[pdm-devel] [PATCH proxmox-datacenter-manager 01/16] server: add locked sdn client helpers

Wed Aug 27 15:29:07 CEST 2025

On 8/27/25 3:22 PM, Stefan Hanreich wrote:
> On 8/27/25 3:10 PM, Dominik Csapak wrote:
>> [snip]
>>>>> +
>>>>> +        if errors {
>>>>> +            let mut rollback_futures = FuturesUnordered::new();
>>>>> +
>>>>> +            for (client, ctx) in self.clients {
>>>>> +                let ctx = Arc::new(ctx);
>>>>> +                let err_ctx = ctx.clone();
>>>>> +
>>>>> +                rollback_futures.push(
>>>>> +                    client
>>>>> +                        .rollback_and_release()
>>>>> +                        .map_ok(|_| ctx)

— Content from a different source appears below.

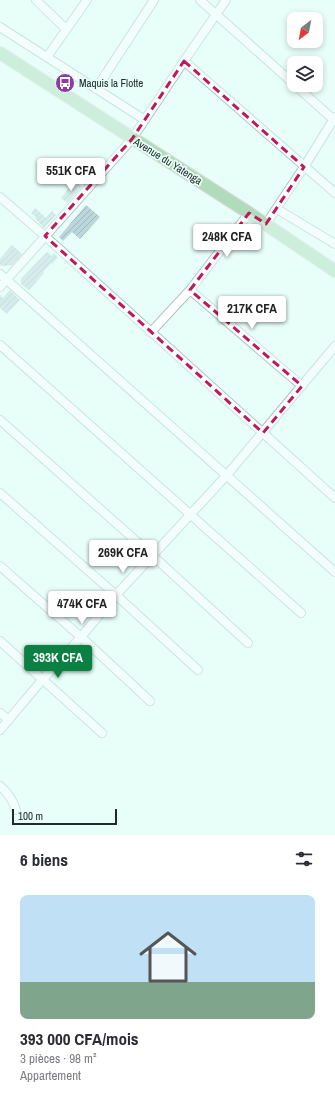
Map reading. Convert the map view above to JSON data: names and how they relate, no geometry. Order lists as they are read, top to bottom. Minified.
{"streets":{"main road":["Avenue du Yatenga"]},"places":{"bus stop":["Maquis la Flotte"]},"scale_bar":"100 m","north":"bottom left","page":{"price":["551K CFA","248K CFA","217K CFA","269K CFA","474K CFA","393K CFA"],"scale":"100 m","heading":"6 biens","list":[{"name":"393 000 CFA/mois","note":"3 pièces · 98 m² · Appartement"}]}}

>>>>> +                        .map_err(|err| (err, err_ctx)),
>>>>> +                );
>>>>> +            }
>>>>> +
>>>>> +            while let Some(result) = rollback_futures.next().await {
>>>>> +                match result {
>>>>> +                    Ok(ctx) => {
>>>>> +                        proxmox_log::info!(
>>>>> +                            "successfully rolled back configuration
>>>>> for remote {}",
>>>>> +                            ctx.remote_id()

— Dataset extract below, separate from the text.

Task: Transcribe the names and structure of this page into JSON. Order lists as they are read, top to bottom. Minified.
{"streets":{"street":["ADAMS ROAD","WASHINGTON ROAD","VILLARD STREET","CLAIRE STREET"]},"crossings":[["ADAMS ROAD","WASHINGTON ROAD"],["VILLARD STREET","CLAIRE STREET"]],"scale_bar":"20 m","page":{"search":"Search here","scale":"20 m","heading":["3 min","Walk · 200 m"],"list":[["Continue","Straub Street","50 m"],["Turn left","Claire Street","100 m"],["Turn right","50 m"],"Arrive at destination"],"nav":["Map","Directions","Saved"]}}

>>>>> +                        )
>>>>> +                    }
>>>>> +                    Err((_, ctx)) => {
>>>>> +                        proxmox_log::error!(
>>>>> +                            "could not rollback configuration for
>>>>> remote {}",
>>>>> +                            ctx.remote_id()
>>>>> +                        )
>>>>> +                    }
>>>>> +                }
>>>>> +            }
>>>>
>>>>
>>>> if we could not rollback_and_release, should we maybe call release for
>>>> those ? The admin has to cleanup anyway, but is it possible for one to
>>>> release such a lock (via the gui?). Not very sure about the lock
>>>> semantics here.
>>>
>>> I thought about it, but I think it is better to leave the remote locked
>>> on failure since admins then get an error on the respective PVE remote
>>> if they want to change some settings there.
>>>
>>> They can then either explicitly rollback the changes manually or fix the
>>> issues and apply the configuration anyway.
>>>
>>> The most likely scenario for why this would fail is networking issues
>>> imo. I think if the rollback_and_release call fails, there is a decent
>>> chance that a subsequent release call will fail as well. This would
>>> introduce a third level of requests + error handling, which I'm not sure
>>> is worth the potential gain.
>>>
>>> It is also analogous to e.g. failures when snapshotting a VM where the
>>> lock needs to be forcibly released iirc.
>>>
>>> I think the error message could be improved by indicating that the
>>> configuration is left untouched and admins need to rollback / release
>>> manually and potentially even a indicator / pointer on how to do it.
>>>
>>>
>>>> also using FuturesUnordered here can make sense here, but it's not
>>>> really parallel, since it only does work during await.
>>>>
>>>> does it make a big difference (for many remotes) instead of just
>>>> awaiting the futures directly? or joining them ?
>>>>
>>>> i.e. having a large number of remotes unordered in the logs does not
>>>> make it easier to read.
>>>>
>>>> I'd either expect the remotes to be sorted, or the failed remotes to be
>>>> separated from the successful ones (e.g. only logging the error ones
>>>> separately and only a number for the succesful ones?)
>>>
>>> I think I had some issues with just using a Vec of futures + join_all
>>> (ownership + borrowing with clients / ctx) and using FuturesUnordered
>>> resolved the issue. I'll check again more thoroughly on the root cause
>>> and report back. I wanted to improve how the requests are made in the
>>> client anyway, but didn't yet get around to it. We might also just want
>>> to spawn blocking tasks in tokio instead.
>>>
>>> Using FuturesOrdered would be fine if collecting into a Vec doesn't
>>> work, but then we should maybe sort the clients in the constructor
>>> (alphabetically by remote name?) to ensure deterministic/consistent
>>> ordering any time any function in this collection is called.
>>>
>>> Anyway, I'll look into improving this in the next version (most likely
>>> by spawning blocking tasks in tokio itself)!
>>>
>>>
>> i don't think the tasks have to be blocking (since the code is async
>> anyway?)
> 
> yeah, you're right.
> 
>> but you could do something similar to lukas with e.g.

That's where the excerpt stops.